Longthorpe Tower - the view from the till

I felt a bit under-dressed when I turned up to be the 'responsible adult' for Heritage Open Days at Longthorpe Tower on Saturday. We had 7 re-enactors, everyone from a monk to the Lord of the Manor, all be-hatted, with swords and armour.

© Alice Kershaw - Visitors in Longthorpe Tower

They looked very impressive, and the tower itself was set up as it may have been in its medieval heyday. It had a banqueting table, a barber-surgeons station, a herb collection, a monks table and wall hangings up on the top floor.

Longthorpe Tower is Grade I listed, a Scheduled Ancient Monument, and dates from around 1330. The reason for its significance is the most complete set of medieval wall paintings in England, unusual for the breadth of subject matter, with everything from a wheel of senses to agricultural tips, alongside the Church and Crown. Such schemes can be found elsewhere, including at St Pegas in nearby Peakirk, but the vibrancy and scale of the Longthorpe pictures really do set it apart. The stone tower with its Collyweston slate roof has two storeys open to the public, each containing just one room, so it only has a capacity of around 40.
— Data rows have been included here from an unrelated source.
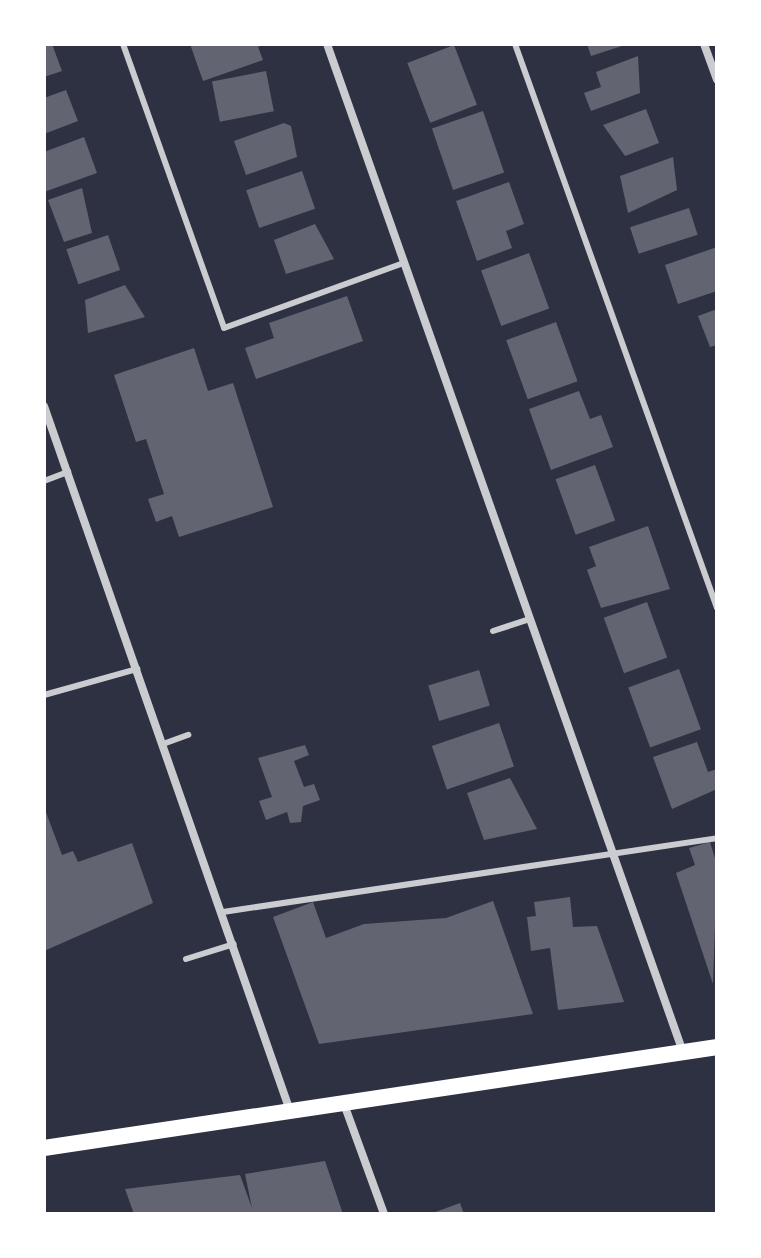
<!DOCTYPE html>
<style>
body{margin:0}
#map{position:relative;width:761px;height:1258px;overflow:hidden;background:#2d3142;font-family:"Roboto Serif",serif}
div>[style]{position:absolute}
.building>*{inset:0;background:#626471;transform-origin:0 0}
.service>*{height:6px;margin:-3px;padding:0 3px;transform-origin:3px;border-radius:3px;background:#caccd0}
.minor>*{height:8px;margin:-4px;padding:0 4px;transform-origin:4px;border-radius:4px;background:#caccd0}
.secondary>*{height:16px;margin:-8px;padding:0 8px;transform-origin:8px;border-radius:8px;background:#fff}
span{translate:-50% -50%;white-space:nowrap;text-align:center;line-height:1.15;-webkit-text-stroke:6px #fff;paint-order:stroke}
.frame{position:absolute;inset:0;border:46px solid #fff;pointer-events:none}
</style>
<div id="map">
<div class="building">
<i style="clip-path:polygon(44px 44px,52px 44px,62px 71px,44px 77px)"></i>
<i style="clip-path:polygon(190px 44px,264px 44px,258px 47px,263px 60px,203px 81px)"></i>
<i style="clip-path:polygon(587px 44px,624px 44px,625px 45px,591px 56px)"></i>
<i style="left:454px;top:45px;width:64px;height:50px;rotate:69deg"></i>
<i style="clip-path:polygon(638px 56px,640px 93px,591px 111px,584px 93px,601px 87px,596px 72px)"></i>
<i style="left:266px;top:71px;width:41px;height:55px;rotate:79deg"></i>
<i style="clip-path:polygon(66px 90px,78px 121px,44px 134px,44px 98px)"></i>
<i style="clip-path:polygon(646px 109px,659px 143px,625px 156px,603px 125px)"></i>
<i style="left:483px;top:111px;width:65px;height:54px;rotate:71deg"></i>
<i style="clip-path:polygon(284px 123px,291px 126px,297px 157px,246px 175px,234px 141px)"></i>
<i style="clip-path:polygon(84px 137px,97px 173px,44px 192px,44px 152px)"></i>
<i style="clip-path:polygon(673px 157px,677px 190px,628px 213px,620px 176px)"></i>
<i style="left:302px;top:171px;width:40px;height:59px;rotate:71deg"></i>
<i style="clip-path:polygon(509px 182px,524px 224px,506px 231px,512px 248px,477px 261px,456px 201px)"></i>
<i style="clip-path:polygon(82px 188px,92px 233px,64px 242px,48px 200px)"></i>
<i style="left:689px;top:208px;width:28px;height:62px;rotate:72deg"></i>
<i style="clip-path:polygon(315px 224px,334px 259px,286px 274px,274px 240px)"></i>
<i style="left:108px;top:235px;width:37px;height:44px;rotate:71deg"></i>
<i style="clip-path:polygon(717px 247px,717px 291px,678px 304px,665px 265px)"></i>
<i style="left:529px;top:253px;width:59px;height:51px;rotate:70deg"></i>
<i style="clip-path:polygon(125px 285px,145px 317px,88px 333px,85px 300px)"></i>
<i style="clip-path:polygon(347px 296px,363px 341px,256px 379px,245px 348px,274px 338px,269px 323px)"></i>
<i style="clip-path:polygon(717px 309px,717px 345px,710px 347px,698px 316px)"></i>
<i style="left:556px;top:322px;width:63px;height:53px;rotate:70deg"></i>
<i style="clip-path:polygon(194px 348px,208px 391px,233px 383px,273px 507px,179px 537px,172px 516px,156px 522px,148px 499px,164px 494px,146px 439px,136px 442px,114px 375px)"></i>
<i style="clip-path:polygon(579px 391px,590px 419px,601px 415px,613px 447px,551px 470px,529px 409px)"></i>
<i style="left:595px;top:465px;width:59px;height:42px;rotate:70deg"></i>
<i style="clip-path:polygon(648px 526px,670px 589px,601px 608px,587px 570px,596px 566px,589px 547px)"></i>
<i style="left:647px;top:602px;width:59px;height:46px;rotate:70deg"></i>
<i style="left:679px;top:669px;width:64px;height:54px;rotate:70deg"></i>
<i style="left:479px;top:670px;width:37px;height:53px;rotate:73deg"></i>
<i style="left:499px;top:723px;width:46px;height:71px;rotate:71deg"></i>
<i style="clip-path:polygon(697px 742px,708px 772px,717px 769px,717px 789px,672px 809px,653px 757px)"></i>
<i style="clip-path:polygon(305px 745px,309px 755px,294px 761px,304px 787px,314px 784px,320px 800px,303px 806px,301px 822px,290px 823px,287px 812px,266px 820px,259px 801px,272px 797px,258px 758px)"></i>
<i style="clip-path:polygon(510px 778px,537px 829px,484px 840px,467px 793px)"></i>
<i style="clip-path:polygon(44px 807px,62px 855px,73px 851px,78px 862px,132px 843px,153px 903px,44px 951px)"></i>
<i style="clip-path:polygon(710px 842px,717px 865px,713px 984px,676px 873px,695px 865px,689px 848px)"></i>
<i style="clip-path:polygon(570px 897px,573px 927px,597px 926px,624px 1002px,558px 1010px,550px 948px,531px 951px,527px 917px,536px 916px,534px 902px)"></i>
<i style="clip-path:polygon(493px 901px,533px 1014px,319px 1044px,273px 917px,313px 902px,326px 938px,364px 924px,446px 918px)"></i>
<i style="clip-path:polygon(325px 1161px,343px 1214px,134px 1214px,125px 1189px,240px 1175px,252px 1208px,245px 1174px)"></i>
<i style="clip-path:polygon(460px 1203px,464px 1214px,430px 1214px)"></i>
</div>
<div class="service">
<i style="left:123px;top:44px;width:301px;rotate:70.4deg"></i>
<i style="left:224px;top:328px;width:191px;rotate:-19.9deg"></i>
<i style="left:515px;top:44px;width:599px;rotate:70.29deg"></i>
<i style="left:44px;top:481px;width:26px;rotate:-21deg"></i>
<i style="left:493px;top:631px;width:39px;rotate:-18deg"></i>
<i style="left:44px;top:695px;width:97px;rotate:-15.6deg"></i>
<i style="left:163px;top:744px;width:27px;rotate:-20deg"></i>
<i style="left:223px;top:912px;width:500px;rotate:-8.5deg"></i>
<i style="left:186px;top:959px;width:50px;rotate:-17.4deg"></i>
</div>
<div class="minor">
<i style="left:327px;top:44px;width:1069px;rotate:70.55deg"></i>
<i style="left:704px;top:44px;width:38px;rotate:70deg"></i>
<i style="left:44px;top:406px;width:747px;rotate:70.76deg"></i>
<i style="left:344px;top:1104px;width:117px;rotate:70deg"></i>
</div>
<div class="secondary">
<i style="left:44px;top:1148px;width:681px;rotate:-8.53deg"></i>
</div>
<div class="frame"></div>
</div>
As the clock ticked closer to 10am, the advertised opening time, we all started to get a bit nervous. We had done the marketing, used social media and given radio interviews, as well as producing good old-fashioned leaflets. Our fears were put to rest slightly when the local press turned up, did a short film and took loads of photos, which can be found here. Their support gave us a boost and they were followed by our first members of the public. And then more arrived... by 11am we already had over 100 people through the till. We had estimated we might get 250 over our free access weekend but by Sunday night, when we shut the door on our last visitor we had counted over 1,000!

This meant we had had to stage one of the archers outside to entertain the waiting public, and we had a complete enactment running every twenty minutes or so. It was amazing and exhausting, but the best thing was the sheer enthusiasm from the public!